**Problem details**: Through the last line of the entries, please copy every line exactly, starting with the one that contains "20v-9h11M14 6l5 5-5".

**Study material**:
========

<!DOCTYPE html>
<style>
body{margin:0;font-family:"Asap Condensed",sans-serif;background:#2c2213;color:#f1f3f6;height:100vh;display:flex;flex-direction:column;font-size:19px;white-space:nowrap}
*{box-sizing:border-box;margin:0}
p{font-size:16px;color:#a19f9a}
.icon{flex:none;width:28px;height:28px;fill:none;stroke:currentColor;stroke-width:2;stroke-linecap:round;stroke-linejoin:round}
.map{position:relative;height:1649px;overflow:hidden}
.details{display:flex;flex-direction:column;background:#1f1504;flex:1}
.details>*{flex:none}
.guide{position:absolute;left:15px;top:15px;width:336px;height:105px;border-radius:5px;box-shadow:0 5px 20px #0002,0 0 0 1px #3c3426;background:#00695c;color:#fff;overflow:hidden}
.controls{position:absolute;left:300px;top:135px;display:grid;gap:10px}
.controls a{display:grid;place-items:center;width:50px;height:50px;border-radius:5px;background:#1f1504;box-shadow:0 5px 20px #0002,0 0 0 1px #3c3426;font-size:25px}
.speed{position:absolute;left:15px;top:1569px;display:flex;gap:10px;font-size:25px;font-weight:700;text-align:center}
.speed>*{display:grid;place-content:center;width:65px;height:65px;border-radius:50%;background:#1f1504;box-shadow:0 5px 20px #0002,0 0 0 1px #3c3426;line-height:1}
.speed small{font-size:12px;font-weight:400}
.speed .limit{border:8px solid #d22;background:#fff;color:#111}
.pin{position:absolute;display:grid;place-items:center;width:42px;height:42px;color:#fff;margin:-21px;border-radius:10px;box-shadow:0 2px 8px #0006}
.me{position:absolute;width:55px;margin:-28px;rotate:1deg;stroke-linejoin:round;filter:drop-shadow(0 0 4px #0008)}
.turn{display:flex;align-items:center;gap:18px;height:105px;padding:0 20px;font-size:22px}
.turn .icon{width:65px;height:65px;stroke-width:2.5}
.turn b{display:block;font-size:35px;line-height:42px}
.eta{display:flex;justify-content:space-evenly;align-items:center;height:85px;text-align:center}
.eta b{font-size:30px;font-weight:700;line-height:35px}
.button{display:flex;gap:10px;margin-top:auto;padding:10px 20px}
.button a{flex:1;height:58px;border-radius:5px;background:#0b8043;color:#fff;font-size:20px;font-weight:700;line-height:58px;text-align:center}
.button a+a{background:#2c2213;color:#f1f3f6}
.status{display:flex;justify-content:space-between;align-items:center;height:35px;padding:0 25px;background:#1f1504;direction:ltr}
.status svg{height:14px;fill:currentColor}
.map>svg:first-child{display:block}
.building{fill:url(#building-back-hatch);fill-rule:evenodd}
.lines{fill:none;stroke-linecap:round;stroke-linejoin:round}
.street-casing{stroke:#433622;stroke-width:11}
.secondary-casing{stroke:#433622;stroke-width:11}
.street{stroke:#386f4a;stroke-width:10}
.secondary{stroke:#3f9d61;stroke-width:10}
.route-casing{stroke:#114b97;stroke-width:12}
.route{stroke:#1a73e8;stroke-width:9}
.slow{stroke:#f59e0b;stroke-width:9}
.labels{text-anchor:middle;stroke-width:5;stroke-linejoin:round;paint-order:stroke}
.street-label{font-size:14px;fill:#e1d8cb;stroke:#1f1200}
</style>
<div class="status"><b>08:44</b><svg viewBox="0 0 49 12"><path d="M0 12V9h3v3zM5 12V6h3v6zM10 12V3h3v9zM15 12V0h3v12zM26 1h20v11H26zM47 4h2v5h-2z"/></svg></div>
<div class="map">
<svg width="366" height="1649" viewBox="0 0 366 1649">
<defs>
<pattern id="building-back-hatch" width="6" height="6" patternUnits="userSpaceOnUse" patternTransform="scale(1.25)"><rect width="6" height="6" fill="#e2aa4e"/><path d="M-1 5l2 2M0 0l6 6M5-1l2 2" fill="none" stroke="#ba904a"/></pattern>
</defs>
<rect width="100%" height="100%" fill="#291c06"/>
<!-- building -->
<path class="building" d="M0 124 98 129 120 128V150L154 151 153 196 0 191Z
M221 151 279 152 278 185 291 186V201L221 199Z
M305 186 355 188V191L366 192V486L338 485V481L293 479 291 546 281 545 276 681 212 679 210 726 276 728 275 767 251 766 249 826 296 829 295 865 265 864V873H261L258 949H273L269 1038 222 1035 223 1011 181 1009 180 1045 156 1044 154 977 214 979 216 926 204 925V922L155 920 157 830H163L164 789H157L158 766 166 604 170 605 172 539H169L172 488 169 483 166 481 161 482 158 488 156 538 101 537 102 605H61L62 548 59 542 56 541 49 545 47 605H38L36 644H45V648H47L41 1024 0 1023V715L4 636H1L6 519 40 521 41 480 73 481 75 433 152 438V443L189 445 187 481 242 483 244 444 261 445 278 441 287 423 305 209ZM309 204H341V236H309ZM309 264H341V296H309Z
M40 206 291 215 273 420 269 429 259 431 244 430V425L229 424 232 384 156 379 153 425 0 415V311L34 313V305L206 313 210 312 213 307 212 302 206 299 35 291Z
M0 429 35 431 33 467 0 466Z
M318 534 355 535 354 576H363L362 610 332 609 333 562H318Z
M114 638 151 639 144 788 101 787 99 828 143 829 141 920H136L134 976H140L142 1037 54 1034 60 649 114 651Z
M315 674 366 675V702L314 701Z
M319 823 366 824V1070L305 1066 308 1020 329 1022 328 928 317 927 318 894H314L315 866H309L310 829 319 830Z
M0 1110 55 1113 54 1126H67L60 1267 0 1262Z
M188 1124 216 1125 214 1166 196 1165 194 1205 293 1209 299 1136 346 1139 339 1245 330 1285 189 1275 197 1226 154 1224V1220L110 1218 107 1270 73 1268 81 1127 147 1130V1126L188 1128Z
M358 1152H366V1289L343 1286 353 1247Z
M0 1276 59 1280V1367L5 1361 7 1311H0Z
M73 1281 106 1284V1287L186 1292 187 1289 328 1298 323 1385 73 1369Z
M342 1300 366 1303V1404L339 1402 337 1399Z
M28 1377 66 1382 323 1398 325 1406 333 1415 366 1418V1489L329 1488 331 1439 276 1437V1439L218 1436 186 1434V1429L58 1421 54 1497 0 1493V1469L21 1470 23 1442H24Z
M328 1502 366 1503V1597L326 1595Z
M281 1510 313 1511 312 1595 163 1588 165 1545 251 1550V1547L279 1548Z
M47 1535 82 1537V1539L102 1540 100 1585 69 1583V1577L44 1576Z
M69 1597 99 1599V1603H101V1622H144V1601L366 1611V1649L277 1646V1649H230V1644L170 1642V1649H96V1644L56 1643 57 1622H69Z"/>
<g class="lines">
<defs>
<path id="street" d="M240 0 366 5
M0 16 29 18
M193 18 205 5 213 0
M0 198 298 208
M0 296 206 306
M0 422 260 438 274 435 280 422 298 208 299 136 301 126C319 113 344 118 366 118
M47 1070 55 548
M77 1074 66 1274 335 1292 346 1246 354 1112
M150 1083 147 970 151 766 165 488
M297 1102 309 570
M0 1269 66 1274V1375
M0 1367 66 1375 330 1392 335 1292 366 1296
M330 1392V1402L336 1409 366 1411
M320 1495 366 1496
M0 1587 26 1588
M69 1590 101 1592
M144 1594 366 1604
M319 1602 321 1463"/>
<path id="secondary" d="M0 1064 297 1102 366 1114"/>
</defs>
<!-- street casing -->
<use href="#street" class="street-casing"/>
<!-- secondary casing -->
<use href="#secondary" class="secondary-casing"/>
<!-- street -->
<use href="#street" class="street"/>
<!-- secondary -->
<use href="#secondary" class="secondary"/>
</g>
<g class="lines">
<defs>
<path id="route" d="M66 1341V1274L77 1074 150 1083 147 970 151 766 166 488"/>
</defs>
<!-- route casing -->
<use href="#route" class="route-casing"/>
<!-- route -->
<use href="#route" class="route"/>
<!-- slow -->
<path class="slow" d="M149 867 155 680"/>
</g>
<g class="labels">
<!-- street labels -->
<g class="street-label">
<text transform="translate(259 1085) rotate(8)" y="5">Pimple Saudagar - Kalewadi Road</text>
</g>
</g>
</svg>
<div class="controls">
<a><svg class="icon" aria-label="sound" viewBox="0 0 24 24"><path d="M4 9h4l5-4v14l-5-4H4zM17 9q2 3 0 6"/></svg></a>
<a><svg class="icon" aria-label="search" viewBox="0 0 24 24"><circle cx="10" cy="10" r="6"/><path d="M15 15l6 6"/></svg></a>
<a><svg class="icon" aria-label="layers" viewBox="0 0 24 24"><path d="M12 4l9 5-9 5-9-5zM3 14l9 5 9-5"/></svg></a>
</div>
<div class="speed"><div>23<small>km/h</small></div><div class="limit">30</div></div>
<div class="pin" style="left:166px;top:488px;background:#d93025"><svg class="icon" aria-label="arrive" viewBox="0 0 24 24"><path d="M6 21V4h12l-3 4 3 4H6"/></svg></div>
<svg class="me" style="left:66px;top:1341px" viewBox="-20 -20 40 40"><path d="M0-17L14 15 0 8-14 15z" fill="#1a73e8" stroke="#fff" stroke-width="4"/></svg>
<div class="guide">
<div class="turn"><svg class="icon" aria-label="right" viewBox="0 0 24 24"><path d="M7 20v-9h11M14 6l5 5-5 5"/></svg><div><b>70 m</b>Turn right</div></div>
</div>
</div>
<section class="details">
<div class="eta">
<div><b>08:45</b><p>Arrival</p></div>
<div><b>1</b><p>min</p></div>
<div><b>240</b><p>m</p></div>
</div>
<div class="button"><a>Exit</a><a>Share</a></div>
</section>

========

**Response area**:
<div class="turn"><svg class="icon" aria-label="right" viewBox="0 0 24 24"><path d="M7 20v-9h11M14 6l5 5-5 5"/></svg><div><b>70 m</b>Turn right</div></div>
</div>
</div>
<section class="details">
<div class="eta">
<div><b>08:45</b><p>Arrival</p></div>
<div><b>1</b><p>min</p></div>
<div><b>240</b><p>m</p></div>
</div>
<div class="button"><a>Exit</a><a>Share</a></div>
</section>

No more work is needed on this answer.